## REQUIRED ACTION
The output is the lines below from the one with "stroke:#6b666d; stroke-width:4.5; stroke-dasharray:3" through the one with "2 1 2 8 2 1", both included, printed exactly and with no other line.

[RECORDS SHOWN Boundary: Start]

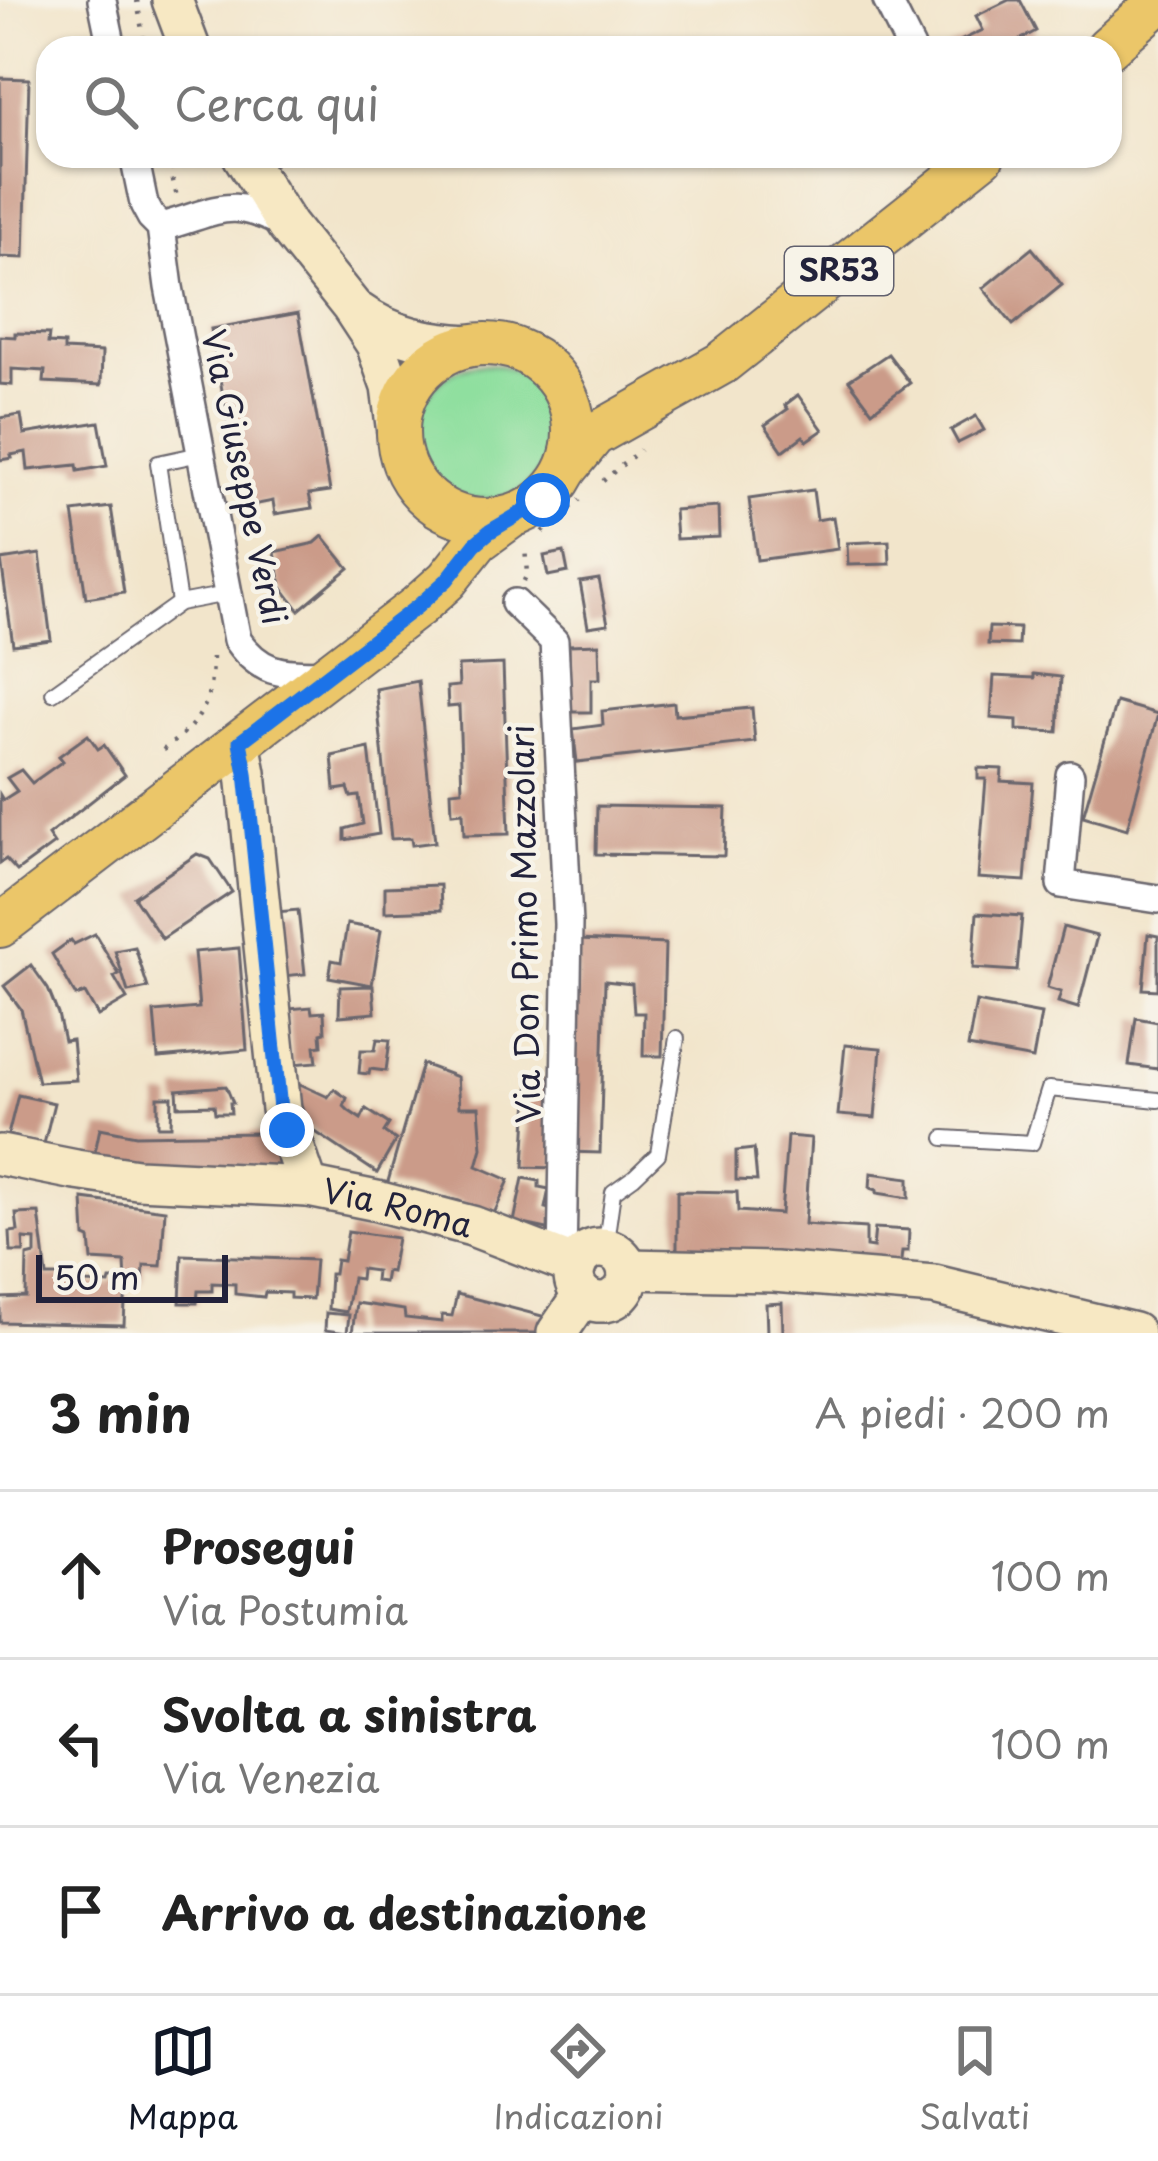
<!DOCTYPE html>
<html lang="it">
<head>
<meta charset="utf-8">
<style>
  :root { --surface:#fff; --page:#f6f6f6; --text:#222; --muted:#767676; --line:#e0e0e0; --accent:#111827 }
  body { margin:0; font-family:"Playpen Sans",sans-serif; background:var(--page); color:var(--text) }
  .scale { position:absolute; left:36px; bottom:30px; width:192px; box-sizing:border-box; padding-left:12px; border:6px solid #22223b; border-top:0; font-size:33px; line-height:42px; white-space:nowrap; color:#22223b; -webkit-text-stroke:9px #f7f3e8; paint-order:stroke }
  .stop { position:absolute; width:36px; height:36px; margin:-27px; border:9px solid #1a73e8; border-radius:50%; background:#fff }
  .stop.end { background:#1a73e8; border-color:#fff; box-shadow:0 3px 12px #0008 }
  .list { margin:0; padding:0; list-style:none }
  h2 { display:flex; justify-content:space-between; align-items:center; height:156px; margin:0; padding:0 48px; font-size:51px }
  h2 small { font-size:39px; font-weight:400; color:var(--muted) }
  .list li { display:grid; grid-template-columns:78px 1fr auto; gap:36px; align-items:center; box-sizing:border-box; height:168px; padding:0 48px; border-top:3px solid var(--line) }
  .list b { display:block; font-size:45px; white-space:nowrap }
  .list p { margin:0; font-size:39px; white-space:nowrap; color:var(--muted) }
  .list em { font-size:39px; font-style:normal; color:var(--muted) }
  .icon { flex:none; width:66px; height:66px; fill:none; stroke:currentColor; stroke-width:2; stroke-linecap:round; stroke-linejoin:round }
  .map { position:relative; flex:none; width:1158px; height:1333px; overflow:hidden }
  .search { position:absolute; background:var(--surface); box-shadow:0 3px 9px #0004; left:36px; right:36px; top:36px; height:132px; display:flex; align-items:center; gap:30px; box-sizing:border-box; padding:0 42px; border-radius:36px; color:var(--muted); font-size:45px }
  .sheet { height:660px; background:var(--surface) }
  nav { display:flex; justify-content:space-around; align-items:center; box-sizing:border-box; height:168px; border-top:3px solid var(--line); background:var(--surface); font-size:33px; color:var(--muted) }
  nav a { display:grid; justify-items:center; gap:6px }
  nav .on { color:var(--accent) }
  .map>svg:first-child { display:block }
  .green { fill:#8fdf9f; stroke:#58806d; stroke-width:3 }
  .building { fill:#cb9b89 }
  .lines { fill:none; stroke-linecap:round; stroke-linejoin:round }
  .lane-casing { stroke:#6b666d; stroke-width:18 }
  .street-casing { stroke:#6b666d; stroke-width:32 }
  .secondary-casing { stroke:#6b666d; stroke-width:44 }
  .primary-casing { stroke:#6b666d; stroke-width:46 }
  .path { stroke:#6b666d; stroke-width:4.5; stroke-dasharray:3 9; stroke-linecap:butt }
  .lane { stroke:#fff; stroke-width:14 }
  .street { stroke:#fff; stroke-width:27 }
  .secondary { stroke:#f7e8c3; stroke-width:39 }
  .primary { stroke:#ebc669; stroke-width:42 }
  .route { stroke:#1a73e8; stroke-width:15 }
  .labels { text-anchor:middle; stroke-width:9; stroke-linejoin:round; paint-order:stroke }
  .shield { fill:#f7f3e8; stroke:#62616f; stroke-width:3 }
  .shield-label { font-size:30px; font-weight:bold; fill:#22223b }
  .street-label { font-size:33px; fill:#22223b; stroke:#f7f3e8 }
</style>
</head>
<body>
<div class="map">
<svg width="1158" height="1333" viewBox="0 0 1158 1333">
  <rect width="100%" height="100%" fill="#f7f3e8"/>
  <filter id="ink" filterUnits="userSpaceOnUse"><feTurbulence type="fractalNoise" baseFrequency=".00833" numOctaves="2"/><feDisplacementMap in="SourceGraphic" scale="24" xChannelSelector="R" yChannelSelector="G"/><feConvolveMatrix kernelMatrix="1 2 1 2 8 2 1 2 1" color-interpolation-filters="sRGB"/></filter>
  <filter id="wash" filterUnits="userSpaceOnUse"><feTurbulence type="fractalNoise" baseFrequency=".004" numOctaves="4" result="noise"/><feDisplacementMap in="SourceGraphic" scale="48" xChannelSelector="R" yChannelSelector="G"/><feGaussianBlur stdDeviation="2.7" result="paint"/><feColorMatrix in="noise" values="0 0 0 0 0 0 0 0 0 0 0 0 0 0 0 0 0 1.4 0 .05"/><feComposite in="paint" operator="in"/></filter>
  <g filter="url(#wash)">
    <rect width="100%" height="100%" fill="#f2e5cb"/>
    <circle class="green" cx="485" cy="432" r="68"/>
    <g id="blocks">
      <g class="building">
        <polygon points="1009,0 1020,0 1036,31 1014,43 1017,48 945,48 983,30 976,16"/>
        <polygon points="0,78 29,79 24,258 0,257"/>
        <polygon points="1032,248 1062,285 1013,325 983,288"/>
        <polygon points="298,313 330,491 309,494 312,508 275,514 273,501 243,507 211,329"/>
        <polygon points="15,333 49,334 48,343 64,344 64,350 102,352 101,385 44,382 45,371 12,369 12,385 0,384 0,336 15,337"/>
        <polygon points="888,354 910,383 872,411 849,380"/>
        <polygon points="798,395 823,430 807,441 803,436 783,451 765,425 788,409 785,405"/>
        <polygon points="21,415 24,434 99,422 107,466 78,471 77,465 28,470 26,452 11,455 12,458 0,460 0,418"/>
        <polygon points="976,416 984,430 958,443 951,430"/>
        <polygon points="813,490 817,520 833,517 838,549 757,560 749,499"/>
        <polygon points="111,507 124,592 86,598 73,512"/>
        <polygon points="718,507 719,537 676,539 674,510"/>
        <polygon points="323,536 349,568 299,610 281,586 275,552 315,543"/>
        <polygon points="889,541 890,564 848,565 847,543"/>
        <polygon points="564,552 568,572 548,576 544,556"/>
        <polygon points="40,554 51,640 13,645 1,560"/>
        <polygon points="599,579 608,624 588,627 580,582"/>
        <polygon points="989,627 1019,628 1018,645 988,644"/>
        <polygon points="599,644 600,679 591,679 591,712 570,712 569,645"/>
        <polygon points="503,664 509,834 464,835 463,812 452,813 451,791 462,790 459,706 448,707 447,687 459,686 458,666"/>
        <polygon points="1034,674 1061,677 1058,732 1017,730 1017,720 991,718 994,676 1034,678"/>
        <polygon points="418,681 435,842 412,845 411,838 391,839 376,689"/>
        <polygon points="1116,702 1158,714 1127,829 1083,816"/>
        <polygon points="674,703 675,715 752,708 755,742 577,762 573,729 603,725 602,711"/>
        <polygon points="88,735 98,749 104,745 125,775 48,835 54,844 17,871 6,859 0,863 0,795 3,800 17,791 7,778 21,770 32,783 63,761 59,756"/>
        <polygon points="369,748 379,834 345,840 345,829 363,824 359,796 351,797 348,788 335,790 332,756"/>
        <polygon points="978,768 1002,769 1001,781 1033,783 1025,881 978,878 986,779 978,779"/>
        <polygon points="597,806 726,808 724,856 596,854"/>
        <polygon points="197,854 210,859 232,892 162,939 134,897"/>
        <polygon points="440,885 441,910 385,912 385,887"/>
        <polygon points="298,910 305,974 270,977 264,913"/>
        <polygon points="977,913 1022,916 1017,971 973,968"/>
        <polygon points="347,924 381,930 372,985 329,977 332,960 341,962"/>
        <polygon points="1063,927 1097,936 1078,1008 1058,1002 1061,992 1047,988"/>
        <polygon points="95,934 119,974 114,977 127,999 98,1016 85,993 76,996 52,954 71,940 74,944"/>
        <polygon points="1148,934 1158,936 1158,990 1143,989"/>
        <polygon points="578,940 665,944 662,1056 643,1056 644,1013 634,1013 632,984 605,981 600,1153 569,1152"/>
        <polygon points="135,947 148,988 128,992 115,951"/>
        <polygon points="239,948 247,1050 158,1058 154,1012 199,1008 194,952"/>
        <polygon points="31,965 48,989 58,1014 64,1041 72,1040 76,1080 38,1082 21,1009 4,986"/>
        <polygon points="373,986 375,1013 339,1016 340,987"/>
        <polygon points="976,1002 1041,1014 1033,1059 968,1047"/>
        <polygon points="311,1007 312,1013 324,1012 325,1032 321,1033 322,1045 315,1046 317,1062 293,1064 288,1009"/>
        <polygon points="1136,1018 1158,1022 1158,1069 1129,1065"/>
        <polygon points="377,1039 390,1040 386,1071 370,1069 369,1074 359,1073 361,1050 375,1050"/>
        <polygon points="845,1045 881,1048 875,1118 838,1115"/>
        <polygon points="422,1064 457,1077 459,1107 479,1107 482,1148 477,1166 509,1180 492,1218 459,1201 387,1185"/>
        <polygon points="529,1079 558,1079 556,1168 524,1167"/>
        <polygon points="300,1084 328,1097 334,1089 347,1098 344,1106 349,1111 361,1119 366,1109 389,1124 384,1132 396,1140 377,1173 296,1119 296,1090"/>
        <polygon points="226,1086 233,1103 230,1103 231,1113 215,1113 214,1105 178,1106 177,1090"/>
        <polygon points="18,1095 54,1103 44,1144 8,1135"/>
        <polygon points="158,1097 172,1097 171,1126 158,1126"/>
        <polygon points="100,1128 136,1135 259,1133 261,1141 279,1138 282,1168 93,1162"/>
        <polygon points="787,1136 811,1138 805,1224 866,1228 866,1247 873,1248 875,1228 909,1230 908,1251 902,1251 900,1270 677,1253 677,1191 737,1192 738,1211 781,1214"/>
        <polygon points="754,1149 757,1181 736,1180 736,1151"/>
        <polygon points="871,1173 909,1178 909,1198 877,1193 877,1190 870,1188"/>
        <polygon points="523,1178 539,1181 539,1187 549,1189 545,1208 556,1211 552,1230 514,1222"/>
        <polygon points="83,1199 165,1210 161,1266 144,1265 143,1282 126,1282 125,1262 92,1260 90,1239 85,1237"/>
        <polygon points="39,1213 47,1276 84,1276 84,1283 109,1284 110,1280 126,1280 124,1325 0,1322 0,1298 26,1297 27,1256 35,1254 35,1240 23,1239 24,1252 11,1252 10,1232 18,1231 16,1214"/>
        <polygon points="348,1231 397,1238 391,1272 386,1271 384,1282 375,1281 376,1271 361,1269 360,1279 352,1278 346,1312 328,1309 330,1274 334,1274 336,1260 343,1261"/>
        <polygon points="182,1255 315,1260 312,1299 290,1298 290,1293 265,1292 264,1297 235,1294 235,1284 212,1283 212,1291 198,1291 197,1303 180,1303"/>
        <polygon points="457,1294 546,1317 538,1333 352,1333 356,1303 404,1310 405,1318 442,1322 442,1315 452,1316"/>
        <polygon points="782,1303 783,1333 767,1333 766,1304"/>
        <polygon points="326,1313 349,1315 347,1333 325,1330"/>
      </g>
    </g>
  </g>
  <g filter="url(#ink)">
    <use href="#blocks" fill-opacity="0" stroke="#6b666d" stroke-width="3"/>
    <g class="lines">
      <defs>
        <g id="lane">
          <polyline points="179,603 158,463 200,454"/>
          <polyline points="53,693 179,603 227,594"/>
          <polyline points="944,1138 1032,1143 1049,1089 1158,1100"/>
          <polyline points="605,1249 613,1192 634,1177 658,1154 677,1038"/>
        </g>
        <g id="street">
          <polyline points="102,0 112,48"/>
          <polyline points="887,0 911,48"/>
          <path d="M 134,156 L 144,204 L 151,217 L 161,227 L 169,287 L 237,640 C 263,677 286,673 327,674"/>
          <path d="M 161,227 C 218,212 229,194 287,226"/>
          <polyline points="515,603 554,641 568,924 562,1261"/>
          <polyline points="1070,775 1061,884 1158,899"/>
        </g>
        <g id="secondary">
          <polyline points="172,0 190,48"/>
          <polyline points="243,156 287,226 351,306 376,344 391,387 397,433"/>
          <path d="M 358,312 C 392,337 430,343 471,345"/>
          <polyline points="240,742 246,773 281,1109 308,1187"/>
          <path id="s1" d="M 0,1155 L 76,1170 L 137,1179 L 308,1187 L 377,1201 L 472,1226 L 576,1266"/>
          <circle cx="601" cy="1275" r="27"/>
          <polyline points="627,1269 774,1272 934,1285 1134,1333"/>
          <polyline points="557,1333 583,1295"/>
        </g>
        <g id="primary">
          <polyline points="1107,48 1158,3"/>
          <circle cx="486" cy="432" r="88"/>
          <polyline points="567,468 594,435 722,363 983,156"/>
          <polyline points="0,926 418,606 447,580 478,541 511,517"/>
        </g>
      </defs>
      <use href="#lane" class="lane-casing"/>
      <use href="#street" class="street-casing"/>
      <use href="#secondary" class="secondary-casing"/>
      <use href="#primary" class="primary-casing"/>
      <g class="path">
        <polyline points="137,0 145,48"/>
        <polyline points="167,156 177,197"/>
        <polyline points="603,481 640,450"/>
        <polyline points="543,532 580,500"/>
        <polyline points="524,581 527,574 525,547"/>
        <path d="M 163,750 C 206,717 212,704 212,649"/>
      </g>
      <use href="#lane" class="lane"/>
      <use href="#street" class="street"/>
      <use href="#secondary" class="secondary"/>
      <use href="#primary" class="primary"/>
    </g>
  </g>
  <g class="lines" filter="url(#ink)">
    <polyline class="route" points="287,1130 280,1109 246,773 240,742 418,606 447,580 475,544 489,532 543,500"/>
  </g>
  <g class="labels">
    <rect class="shield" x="785" y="247" width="108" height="48" rx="9"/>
    <g class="shield-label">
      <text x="839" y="281">SR53</text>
    </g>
    <g class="street-label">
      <text transform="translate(244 477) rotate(78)" y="12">Via Giuseppe Verdi</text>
      <text transform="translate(525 924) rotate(-91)" y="12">Via Don Primo Mazzolari</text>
      <text dy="12" stroke="none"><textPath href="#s1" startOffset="402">Via Roma</textPath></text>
    </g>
  </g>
</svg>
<div class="scale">50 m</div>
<div class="stop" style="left:543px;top:500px"></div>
<div class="stop end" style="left:287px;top:1130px"></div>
<div class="search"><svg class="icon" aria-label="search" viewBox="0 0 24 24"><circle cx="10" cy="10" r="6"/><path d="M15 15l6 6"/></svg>Cerca qui</div>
</div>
<section class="sheet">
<h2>3 min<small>A piedi · 200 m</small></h2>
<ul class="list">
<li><svg class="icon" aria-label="ahead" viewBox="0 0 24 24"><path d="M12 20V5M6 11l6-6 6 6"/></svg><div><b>Prosegui</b><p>Via Postumia</p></div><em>100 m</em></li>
<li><svg class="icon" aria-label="left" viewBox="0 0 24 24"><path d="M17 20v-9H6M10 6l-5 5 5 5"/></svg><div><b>Svolta a sinistra</b><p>Via Venezia</p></div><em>100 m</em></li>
<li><svg class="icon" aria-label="arrive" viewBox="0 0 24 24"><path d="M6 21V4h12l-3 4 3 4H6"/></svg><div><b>Arrivo a destinazione</b></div></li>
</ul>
</section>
<nav>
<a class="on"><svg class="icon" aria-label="map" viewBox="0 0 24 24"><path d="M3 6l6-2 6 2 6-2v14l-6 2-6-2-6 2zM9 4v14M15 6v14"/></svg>Mappa</a>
<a><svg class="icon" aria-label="directions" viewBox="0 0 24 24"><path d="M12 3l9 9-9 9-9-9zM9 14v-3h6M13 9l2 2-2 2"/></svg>Indicazioni</a>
<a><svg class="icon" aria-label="saved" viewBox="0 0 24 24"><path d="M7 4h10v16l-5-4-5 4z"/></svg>Salvati</a>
</nav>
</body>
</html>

[RECORDS SHOWN Boundary: End]

## SOLUTION FOR THIS TASK
  .path { stroke:#6b666d; stroke-width:4.5; stroke-dasharray:3 9; stroke-linecap:butt }
  .lane { stroke:#fff; stroke-width:14 }
  .street { stroke:#fff; stroke-width:27 }
  .secondary { stroke:#f7e8c3; stroke-width:39 }
  .primary { stroke:#ebc669; stroke-width:42 }
  .route { stroke:#1a73e8; stroke-width:15 }
  .labels { text-anchor:middle; stroke-width:9; stroke-linejoin:round; paint-order:stroke }
  .shield { fill:#f7f3e8; stroke:#62616f; stroke-width:3 }
  .shield-label { font-size:30px; font-weight:bold; fill:#22223b }
  .street-label { font-size:33px; fill:#22223b; stroke:#f7f3e8 }
</style>
</head>
<body>
<div class="map">
<svg width="1158" height="1333" viewBox="0 0 1158 1333">
  <rect width="100%" height="100%" fill="#f7f3e8"/>
  <filter id="ink" filterUnits="userSpaceOnUse"><feTurbulence type="fractalNoise" baseFrequency=".00833" numOctaves="2"/><feDisplacementMap in="SourceGraphic" scale="24" xChannelSelector="R" yChannelSelector="G"/><feConvolveMatrix kernelMatrix="1 2 1 2 8 2 1 2 1" color-interpolation-filters="sRGB"/></filter>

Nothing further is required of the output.